I’m expecting to at the very least make the workshop free for anyone that can help with local logistics, and if possible, I may also be able to pick up any hotel fees etc., but that will depend on the amount of value you would bring, to help make a workshop possible in your area. This is may be something to think of though if you are interested in helping out. I’d be very grateful for even just ideas for locations though, so do drop me a line if you have any ideas.
One other piece of information that I wanted to let you know about, is that Marcus Bain, an excellent photographer here in Japan, and member of the MBP Community having his own exhibition from the 8th to the 25th of October, and Marcus would like to extend an invitation to all MBP listeners, especially those around Tokyo, to visit “Some kind of…”, an exhibition of some kind of art, by Marcus Bain.

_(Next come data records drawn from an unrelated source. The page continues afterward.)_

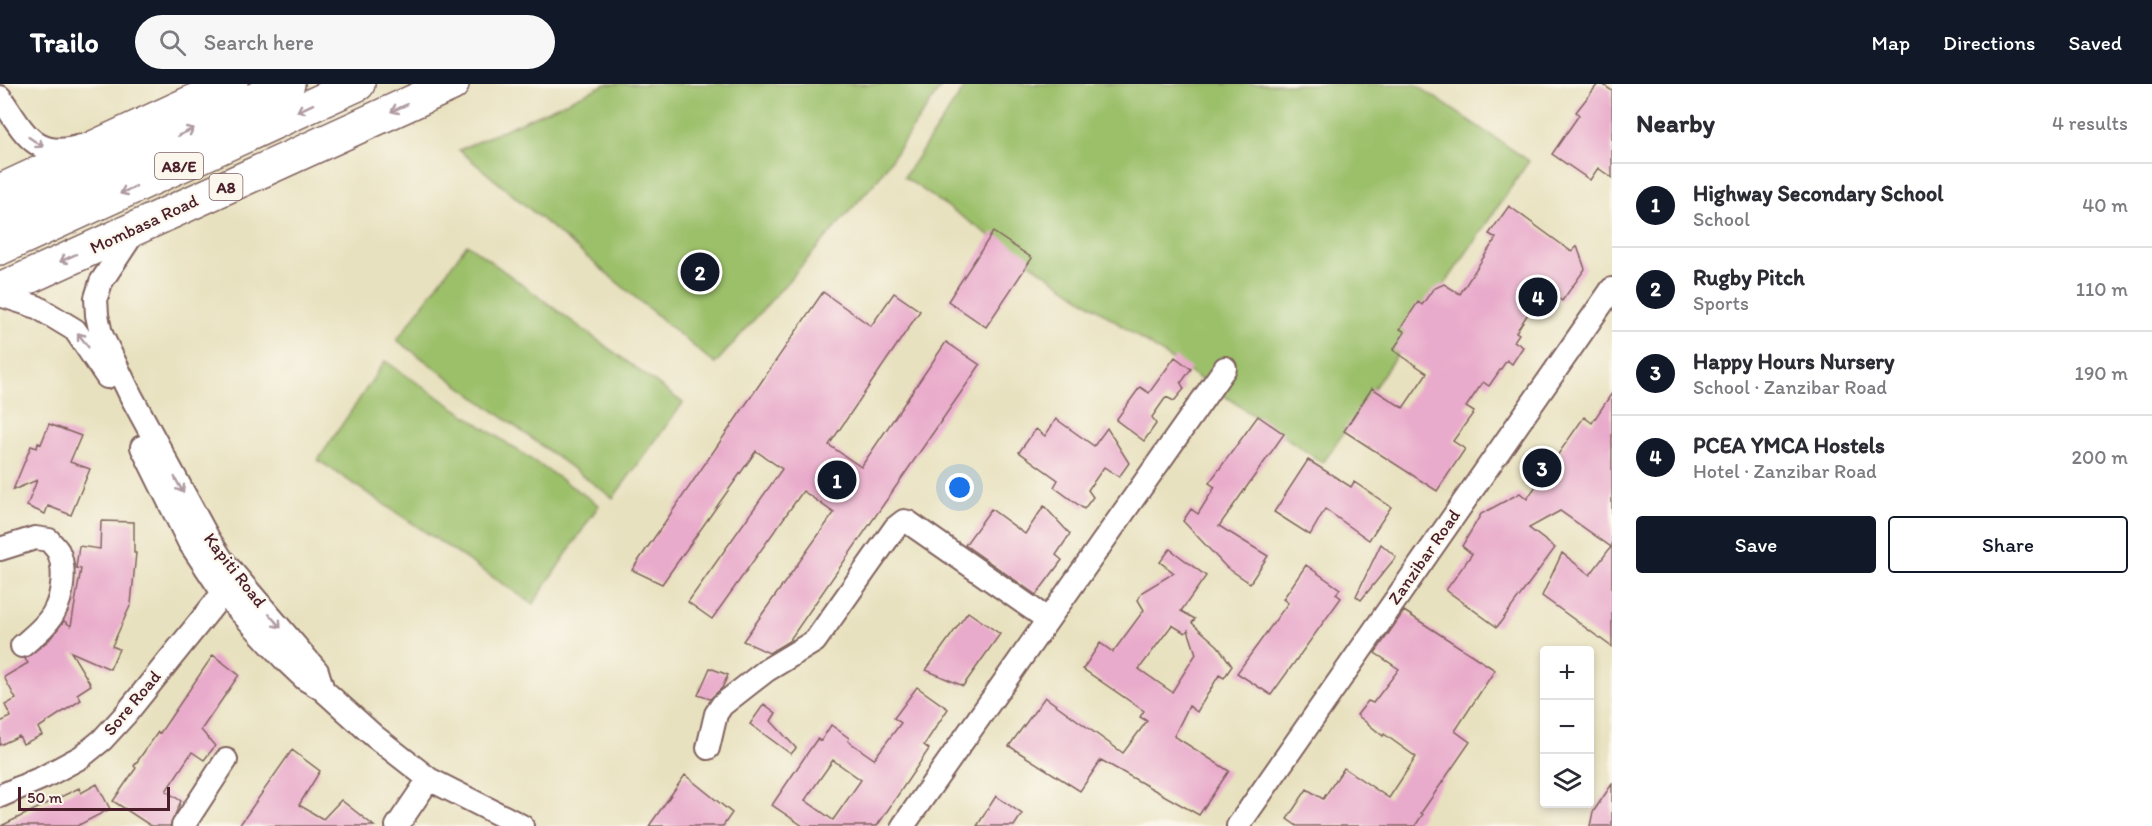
<!DOCTYPE html>
<meta charset="utf-8">
<style>
:root{--surface:#fff;--page:#f7f7f7;--text:#2b2b33;--muted:#7c7c81;--line:#e1e1e2;--accent:#111827}
body{margin:0;font-family:Itim,sans-serif;background:var(--page);color:var(--text)}
.controls{position:absolute;right:18px;bottom:18px;display:grid;overflow:hidden;border-radius:6px;box-shadow:0 3px 9px #0003}
.controls button{width:54px;height:54px;display:grid;place-items:center;padding:0;border:0;border-bottom:2px solid var(--line);background:var(--surface);color:var(--text);font:30px sans-serif}
.scale{position:absolute;left:18px;bottom:15px;width:152px;box-sizing:border-box;padding-left:6px;border:3px solid #4a1f2b;border-top:0;font-size:16px;line-height:21px;white-space:nowrap;color:#4a1f2b;-webkit-text-stroke:4px #fbf7ec;paint-order:stroke}
.you{position:absolute;left:960px;top:404px;width:21px;height:21px;margin:-15px;border:4px solid #fff;border-radius:50%;background:#1a73e8;box-shadow:0 0 0 9px #1a73e833}
.badge{display:grid;place-items:center;width:39px;height:39px;border-radius:50%;background:var(--accent);color:#fff;font-size:20px;font-weight:700}
.pin{position:absolute;translate:-50% -50%;border:3px solid #fff;box-shadow:0 2px 6px #0006}
.list{margin:0;padding:0;list-style:none}
h2{display:flex;justify-content:space-between;align-items:center;height:78px;margin:0;padding:0 24px;font-size:26px}
h2 small{font-size:20px;font-weight:400;color:var(--muted)}
.list li{display:grid;grid-template-columns:39px 1fr auto;gap:18px;align-items:center;box-sizing:border-box;height:84px;padding:0 24px;border-top:2px solid var(--line)}
.list b{display:block;font-size:22px;white-space:nowrap}
.list p{margin:0;font-size:20px;white-space:nowrap;color:var(--muted)}
.list em{font-size:20px;font-style:normal;color:var(--muted)}
.actions{display:flex;gap:12px;padding:18px 24px}
.actions a{flex:1;padding:14px 0;border:2px solid var(--accent);border-radius:6px;text-align:center;font-size:21px;color:var(--accent)}
.actions .main{background:var(--accent);color:#fff}
.icon{flex:none;width:33px;height:33px;fill:none;stroke:currentColor;stroke-width:2;stroke-linecap:round;stroke-linejoin:round}
.map{position:relative;flex:none;width:1612px;height:742px;overflow:hidden}
header{display:flex;align-items:center;gap:36px;box-sizing:border-box;height:84px;padding:0 30px;background:var(--accent);color:#fff}
header strong{font-size:28px}
nav{display:flex;gap:33px;margin-inline-start:auto;font-size:21px}
.search{width:420px;height:54px;background:var(--page);display:flex;align-items:center;gap:15px;box-sizing:border-box;padding:0 21px;border-radius:33px;color:var(--muted);font-size:22px}
main{display:flex}
aside{flex:1;background:var(--surface)}
.map>svg:first-child{display:block}
.green{fill:#9cc06a;stroke:#73704a;stroke-width:1.5}
.building{fill:#e9abcb;fill-rule:evenodd}
.lines{fill:none;stroke-linecap:round;stroke-linejoin:round}
.minor-casing{stroke:#81635f;stroke-width:26}
.trunk-casing{stroke:#81635f;stroke-width:36}
.motorway-casing{stroke:#81635f;stroke-width:36}
.minor{stroke:#fff;stroke-width:22}
.trunk{stroke:#fff;stroke-width:33}
.motorway{stroke:#fff;stroke-width:33}
.oneway{stroke:#ae9aa0}
.labels{text-anchor:middle;dominant-baseline:central;stroke-width:4.5;stroke-linejoin:round;paint-order:stroke}
.shield{fill:#fbf7ec;stroke:#7f6065;stroke-width:1.5}
.shield-label{font-size:16px;font-weight:bold;fill:#4a1f2b}
.street-label{font-size:18px;fill:#4a1f2b;stroke:#fbf7ec}
</style>
<header>
<strong>Trailo</strong>
<div class="search"><svg class="icon" aria-label="search" viewBox="0 0 24 24"><circle cx="10" cy="10" r="6"/><path d="M15 15l6 6"/></svg>Search here</div>
<nav><a>Map</a><a>Directions</a><a>Saved</a></nav>
</header>
<main>
<div class="map">
<svg width="1612" height="742" viewBox="0 0 1612 742">
<rect width="100%" height="100%" fill="#fbf7ec"/>
<filter id="ink" filterUnits="userSpaceOnUse"><feTurbulence type="fractalNoise" baseFrequency=".0167" numOctaves="2"/><feDisplacementMap in="SourceGraphic" scale="12" xChannelSelector="R" yChannelSelector="G"/><feConvolveMatrix kernelMatrix="1 2 1 2 8 2 1 2 1" color-interpolation-filters="sRGB"/></filter>
<filter id="wash" filterUnits="userSpaceOnUse"><feTurbulence type="fractalNoise" baseFrequency=".008" numOctaves="4" result="noise"/><feDisplacementMap in="SourceGraphic" scale="24" xChannelSelector="R" yChannelSelector="G"/><feGaussianBlur stdDeviation="1.35" result="paint"/><feColorMatrix in="noise" values="0 0 0 0 0 0 0 0 0 0 0 0 0 0 0 0 0 1.4 0 .05"/><feComposite in="paint" operator="in"/></filter>
<g filter="url(#wash)">
<rect width="100%" height="100%" fill="#e8e1bf"/>
<path class="green" d="M 606,0 L 943,0 L 877,96 L 715,280 L 459,66 Z
M 967,0 L 1415,0 L 1529,77 L 1323,379 L 904,93 Z
M 467,160 L 683,319 L 613,414 L 397,256 Z
M 385,277 L 599,421 L 533,520 L 318,376 Z"/>
<g id="blocks">
<path class="building" d="M 1598,0 L 1602,0 L 1612,7 L 1612,94 L 1598,84 L 1590,96 L 1552,70 L 1579,31 L 1576,28 Z
M 1509,122 L 1572,168 L 1577,162 L 1585,185 L 1562,217 L 1545,204 L 1516,248 L 1519,250 L 1514,257 L 1523,263 L 1512,280 L 1507,276 L 1489,302 L 1483,298 L 1466,323 L 1474,328 L 1453,357 L 1465,365 L 1437,407 L 1344,347 L 1372,304 L 1403,324 L 1427,289 L 1393,266 L 1405,248 L 1400,245 L 1418,218 L 1422,221 L 1433,205 L 1444,200 L 1460,210 L 1496,154 L 1489,150 Z
M 993,148 L 1032,174 L 986,243 L 948,217 Z
M 823,208 L 871,242 L 894,209 L 920,227 L 829,361 L 861,383 L 946,258 L 980,281 L 789,557 L 769,569 L 743,557 L 834,429 L 803,407 L 712,535 L 688,518 L 782,385 L 756,367 L 662,500 L 632,486 Z
M 1175,273 L 1191,285 L 1181,299 L 1184,305 L 1174,317 L 1166,313 L 1152,333 L 1156,340 L 1144,357 L 1116,336 L 1140,303 L 1149,309 Z
M 1612,309 L 1612,563 L 1542,512 L 1562,469 L 1590,491 L 1611,463 L 1560,427 L 1529,444 L 1555,464 L 1497,543 L 1446,506 L 1472,470 L 1462,462 L 1481,430 L 1520,409 L 1527,415 L 1584,333 L 1592,339 Z
M 1258,332 L 1284,350 L 1219,442 L 1268,472 L 1250,499 L 1226,483 L 1183,437 L 1191,425 L 1198,430 L 1215,403 L 1209,399 Z
M 1056,335 L 1094,362 L 1107,344 L 1129,379 L 1119,393 L 1104,383 L 1088,406 L 1093,413 L 1084,425 L 1054,403 L 1058,396 L 1019,368 L 1036,345 L 1045,352 Z
M 49,340 L 81,352 L 70,378 L 90,385 L 71,431 L 48,422 L 45,430 L 27,422 L 37,396 L 13,406 L 31,362 L 37,364 L 38,359 L 41,360 Z
M 1308,376 L 1351,403 L 1354,398 L 1391,423 L 1369,456 L 1325,425 L 1310,451 L 1274,428 Z
M 1044,422 L 1070,450 L 1056,471 L 1062,476 L 1036,511 L 965,461 L 991,425 L 1025,450 Z
M 101,437 L 134,438 L 134,469 L 136,469 L 131,520 L 112,562 L 119,565 L 110,585 L 71,568 L 91,601 L 77,610 L 81,616 L 38,644 L 42,651 L 23,660 L 19,652 L 0,661 L 0,638 L 11,633 L 5,621 L 16,615 L 4,593 L 28,579 L 25,575 L 49,556 L 64,537 L 71,542 L 81,485 L 76,484 L 79,462 L 100,465 Z
M 1381,460 L 1396,473 L 1361,516 L 1356,512 Z
M 1170,465 L 1206,492 L 1181,527 L 1195,535 L 1192,539 L 1218,562 L 1232,582 L 1224,594 L 1219,591 L 1197,628 L 1189,622 L 1174,652 L 1229,687 L 1199,731 L 1101,676 L 1080,707 L 1009,662 L 1045,613 L 1123,669 L 1147,637 L 1140,633 L 1144,627 L 1083,585 L 1100,559 L 1113,568 L 1144,526 L 1138,516 L 1142,508 L 1174,489 L 1160,478 ZM 1172,541 L 1185,549 L 1188,546 L 1196,570 L 1172,608 L 1139,585 Z
M 1306,481 L 1340,505 L 1336,510 L 1341,514 L 1271,611 L 1237,589 L 1288,519 L 1283,515 Z
M 1404,527 L 1495,586 L 1455,647 L 1470,658 L 1421,729 L 1423,730 L 1415,742 L 1297,742 L 1287,735 L 1307,705 L 1323,715 L 1344,684 L 1389,714 L 1416,673 L 1384,650 L 1383,652 L 1357,631 L 1368,617 L 1373,619 L 1399,585 L 1375,569 Z
M 968,528 L 1000,550 L 963,602 L 926,586 Z
M 213,571 L 239,591 L 201,646 L 215,662 L 204,676 L 192,668 L 166,707 L 181,717 L 170,742 L 151,742 L 113,717 L 136,684 L 134,682 L 158,648 L 160,649 Z
M 710,584 L 728,591 L 722,604 L 710,615 L 698,611 Z
M 917,603 L 948,625 L 924,661 L 929,665 L 877,742 L 803,742 L 772,721 L 817,655 L 821,657 L 831,641 L 849,654 L 848,657 L 874,675 L 901,639 L 894,634 ZM 833,676 L 861,696 L 833,736 L 805,716 Z
M 764,620 L 776,629 L 771,637 L 796,664 L 791,670 L 750,640 Z
M 292,666 L 320,687 L 299,721 L 323,735 L 341,716 L 374,742 L 239,742 Z
M 685,691 L 732,729 L 723,742 L 649,742 Z
M 97,700 L 110,725 L 77,742 L 1,742 L 79,704 L 81,709 Z
M 1612,700 L 1612,742 L 1590,742 L 1593,728 Z
M 996,712 L 1022,730 L 1014,742 L 977,742 Z"/>
</g>
</g>
<g filter="url(#ink)">
<use href="#blocks" fill-opacity="0" stroke="#81635f" stroke-width="1.5"/>
<g class="lines">
<defs>
<path id="minor" d="M 0,13 C 23,46 34,77 81,62
M 136,145 L 101,198 L 96,214 L 97,231 L 101,250 L 131,312 L 208,454 L 223,477 L 317,587 L 323,606 L 374,652 L 429,695 L 522,742
M 0,211 L 37,223 L 75,246 L 107,293
M 142,363 L 189,458 L 223,509 L 285,576 L 305,595 L 322,605
M 0,465 L 35,454 L 49,456 C 52,460 56,464 58,467 C 66,484 63,512 54,528 C 47,542 33,552 22,562
M 708,664 L 716,630 L 722,621 L 767,586 L 815,557 L 895,444 L 904,437 L 908,438 L 1047,535
M 0,712 L 44,693 L 81,673 L 102,656 L 125,631 L 232,498
M 183,742 L 226,676
M 397,742 L 429,695
M 903,742 L 1225,284
M 1238,742 L 1612,205"/>
<path id="trunk" d="M 0,107 L 231,0
M 0,206 L 452,0"/>
<path id="motorway" d="M 0,136 L 288,0
M 0,164 L 358,0"/>
</defs>
<use href="#minor" class="minor-casing"/>
<use href="#trunk" class="trunk-casing"/>
<use href="#motorway" class="motorway-casing"/>
<use href="#minor" class="minor"/>
<use href="#trunk" class="trunk"/>
<use href="#motorway" class="motorway"/>
</g>
<defs><path id="oneway-shaft" d="M-6 0H5M1.5-3L5.5 0L1.5 3" fill="none" stroke-width="1.6" stroke-linecap="round" stroke-linejoin="round" transform="scale(1.5)"/></defs>
<g class="oneway">
<use href="#oneway-shaft" transform="translate(305 24) rotate(155)"/>
<use href="#oneway-shaft" transform="translate(399 24) rotate(156)"/>
<use href="#oneway-shaft" transform="translate(186 48) rotate(-25)"/>
<use href="#oneway-shaft" transform="translate(36 58) rotate(34)"/>
<use href="#oneway-shaft" transform="translate(128 106) rotate(155)"/>
<use href="#oneway-shaft" transform="translate(68 174) rotate(155)"/>
<use href="#oneway-shaft" transform="translate(83 256) rotate(-127)"/>
<use href="#oneway-shaft" transform="translate(179 401) rotate(61)"/>
<use href="#oneway-shaft" transform="translate(275 537) rotate(49)"/>
</g>
</g>
<g class="labels">
<g class="shield">
<rect x="155" y="69" width="48" height="26" rx="4.5"/>
<rect x="209.5" y="90" width="33" height="26" rx="4.5"/>
</g>
<g class="shield-label">
<text x="179" y="82">A8/E</text>
<text x="226" y="103">A8</text>
</g>
<g class="street-label">
<text transform="translate(144 140) rotate(-25)">Mombasa Road</text>
<text transform="translate(1424 473) rotate(-55)">Zanzibar Road</text>
<text transform="translate(235 486) rotate(52)">Kapiti Road</text>
<text transform="translate(132 619) rotate(-50)">Sore Road</text>
</g>
</g>
</svg>
<div class="controls">
<button>+</button>
<button>−</button>
<button><svg class="icon" aria-label="layers" viewBox="0 0 24 24"><path d="M12 4l9 5-9 5-9-5zM3 14l9 5 9-5"/></svg></button>
</div>
<div class="scale">50 m</div>
<div class="you"></div>
<div class="pin badge" style="left:837px;top:396px">1</div>
<div class="pin badge" style="left:700px;top:188px">2</div>
<div class="pin badge" style="left:1542px;top:384px">3</div>
<div class="pin badge" style="left:1538px;top:213px">4</div>
</div>
<aside>
<h2>Nearby<small>4 results</small></h2>
<ul class="list">
<li><span class="badge">1</span><div><b>Highway Secondary School</b><p>School</p></div><em>40 m</em></li>
<li><span class="badge">2</span><div><b>Rugby Pitch</b><p>Sports</p></div><em>110 m</em></li>
<li><span class="badge">3</span><div><b>Happy Hours Nursery</b><p>School · Zanzibar Road</p></div><em>190 m</em></li>
<li><span class="badge">4</span><div><b>PCEA YMCA Hostels</b><p>Hotel · Zanzibar Road</p></div><em>200 m</em></li>
</ul>
<div class="actions"><a class="main">Save</a><a>Share</a></div>
</aside>
</main>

Marcus will be showing photographs, manipulated photographs and a selection of digital drawings. In Marcus’ words, the works cover a very broad range of styles and content, in an attempt to embrace the complexity and interconnectedness of existence and nature. It’s also an attempt to inspire creativity in the viewer.
I’m a huge fan of Marcus’ work, both his straight shots, and his manipulated images and digital drawings, so I do recommend that you try to make it out to see his show if you are in the Tokyo area between the 8th and 25th of October. The gallery is in a place called Goi, in Chiba, the prefecture to the east of Tokyo. There will also be an opening reception/party held on Saturday October the 9th, from 4pm to 6pm, which I’m hoping to be at as well. Do bring a bottle too if you come for the party.
So, I’m going to wrap it up there for today. Now that most of this new business stuff has started to move forward, and now that I will not have to go to my day job after this week, I do hope to be able to get out and do more photography soon, and be able to bring you some more photography centric episodes again in the coming weeks. If you don’t enjoy these business centric episodes, then your patience is appreciated for the time being, as I’m sure you can appreciate that this stuff is taking up most of my time right now, so I’m having a bit of a dry patch photography wise. Things will start to level out soon, with a good mix of business and the art and technique of photography.